Since the car drives on the ground, we can represent its map with a picture, just like a street map. If the car could fly we would need a 3D map --- but let's not get into that right now. This work assumes that the map is an occupancy grid map as shown in the animation. Each pixel on the map represents a point in space and has an associated "occupancy probability" represented by the shade of the pixel. Light pixels are most likely free, drive-able space, dark pixels are most likely obstacles, and the grey pixels are unknown.
Anytime the range sensor makes a measurement this information as well as the car's position is used to update the map. If a robot were to explore forever, it would eventually turn all of the reachable pixels either black or white. Pixels that aren't reachable, like the inside of obstacles, will always remain unknown.
A Brief History of Exploration Strategies
The exploration problem has been studied for decades. The early strategies were intuitive heuristics that were simple to implement, but performed moderately. For example, "frontier exploration" (Yamauchi, 1997) declares that the robot should move to the nearest boundary between free and unknown space. If the sensor is pretty noiseless, this method will eventually explore the entire space, but it doesn't do it very efficiently.
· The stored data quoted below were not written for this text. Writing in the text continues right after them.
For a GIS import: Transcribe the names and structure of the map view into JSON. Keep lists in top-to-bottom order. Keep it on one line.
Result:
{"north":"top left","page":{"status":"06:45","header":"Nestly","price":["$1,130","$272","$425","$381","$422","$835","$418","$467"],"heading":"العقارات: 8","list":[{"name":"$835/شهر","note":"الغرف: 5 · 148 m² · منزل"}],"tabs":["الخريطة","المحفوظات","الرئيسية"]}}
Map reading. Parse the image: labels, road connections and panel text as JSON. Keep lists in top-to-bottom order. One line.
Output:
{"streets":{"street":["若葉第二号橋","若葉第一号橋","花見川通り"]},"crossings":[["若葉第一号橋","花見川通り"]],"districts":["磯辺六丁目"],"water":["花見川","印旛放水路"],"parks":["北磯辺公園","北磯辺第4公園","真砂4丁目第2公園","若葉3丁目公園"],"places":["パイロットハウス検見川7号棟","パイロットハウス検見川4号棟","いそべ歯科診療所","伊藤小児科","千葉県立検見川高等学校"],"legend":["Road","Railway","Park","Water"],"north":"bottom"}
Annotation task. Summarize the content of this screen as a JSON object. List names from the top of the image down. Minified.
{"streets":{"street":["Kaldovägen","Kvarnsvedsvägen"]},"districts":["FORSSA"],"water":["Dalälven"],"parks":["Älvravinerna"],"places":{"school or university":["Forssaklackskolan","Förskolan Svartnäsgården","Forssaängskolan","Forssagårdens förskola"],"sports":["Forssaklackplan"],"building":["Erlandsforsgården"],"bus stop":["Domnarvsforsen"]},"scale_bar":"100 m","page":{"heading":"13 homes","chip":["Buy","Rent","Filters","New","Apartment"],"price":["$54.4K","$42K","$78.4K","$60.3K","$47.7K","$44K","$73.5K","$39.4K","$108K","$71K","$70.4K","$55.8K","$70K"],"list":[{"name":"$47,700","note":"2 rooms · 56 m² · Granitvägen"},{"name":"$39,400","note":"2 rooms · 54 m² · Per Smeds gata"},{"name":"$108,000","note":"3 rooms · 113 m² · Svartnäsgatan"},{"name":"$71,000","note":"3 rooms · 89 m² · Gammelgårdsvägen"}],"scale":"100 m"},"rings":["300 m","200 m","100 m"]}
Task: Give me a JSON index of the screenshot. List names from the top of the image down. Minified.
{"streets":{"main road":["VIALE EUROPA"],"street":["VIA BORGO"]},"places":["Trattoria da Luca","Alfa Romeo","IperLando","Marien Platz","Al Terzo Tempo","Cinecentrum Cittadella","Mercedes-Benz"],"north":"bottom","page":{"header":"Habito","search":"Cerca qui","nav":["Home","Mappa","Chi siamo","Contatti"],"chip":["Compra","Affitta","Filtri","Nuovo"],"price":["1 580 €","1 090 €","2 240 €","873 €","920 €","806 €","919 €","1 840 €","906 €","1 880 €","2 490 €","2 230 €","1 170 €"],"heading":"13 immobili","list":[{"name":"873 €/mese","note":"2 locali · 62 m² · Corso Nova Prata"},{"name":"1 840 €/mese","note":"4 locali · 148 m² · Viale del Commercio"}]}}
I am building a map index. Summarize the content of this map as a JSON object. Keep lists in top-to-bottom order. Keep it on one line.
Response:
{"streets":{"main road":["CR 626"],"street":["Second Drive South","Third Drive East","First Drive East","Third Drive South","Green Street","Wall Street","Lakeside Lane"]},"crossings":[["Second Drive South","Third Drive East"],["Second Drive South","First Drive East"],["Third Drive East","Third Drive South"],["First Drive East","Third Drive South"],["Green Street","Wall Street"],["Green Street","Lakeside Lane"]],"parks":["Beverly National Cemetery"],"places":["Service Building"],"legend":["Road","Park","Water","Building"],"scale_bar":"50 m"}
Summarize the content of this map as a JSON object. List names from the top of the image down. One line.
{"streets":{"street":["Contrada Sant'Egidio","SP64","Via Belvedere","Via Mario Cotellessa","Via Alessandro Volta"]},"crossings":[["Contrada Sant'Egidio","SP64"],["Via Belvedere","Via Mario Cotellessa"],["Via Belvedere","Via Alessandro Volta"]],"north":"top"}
It tends to waste a lot of time completely exploring all crevices before moving on as shown in the trajectory below:
A number of methods rely on some measure of "information gain": the amount of information the robot expects to gain about the map from measuring at a particular location. By choosing to measure at the location that maximizes information gain (or choosing to measure at the place that maximizes information per travel distance, etc.), the robot will surely explore the space faster.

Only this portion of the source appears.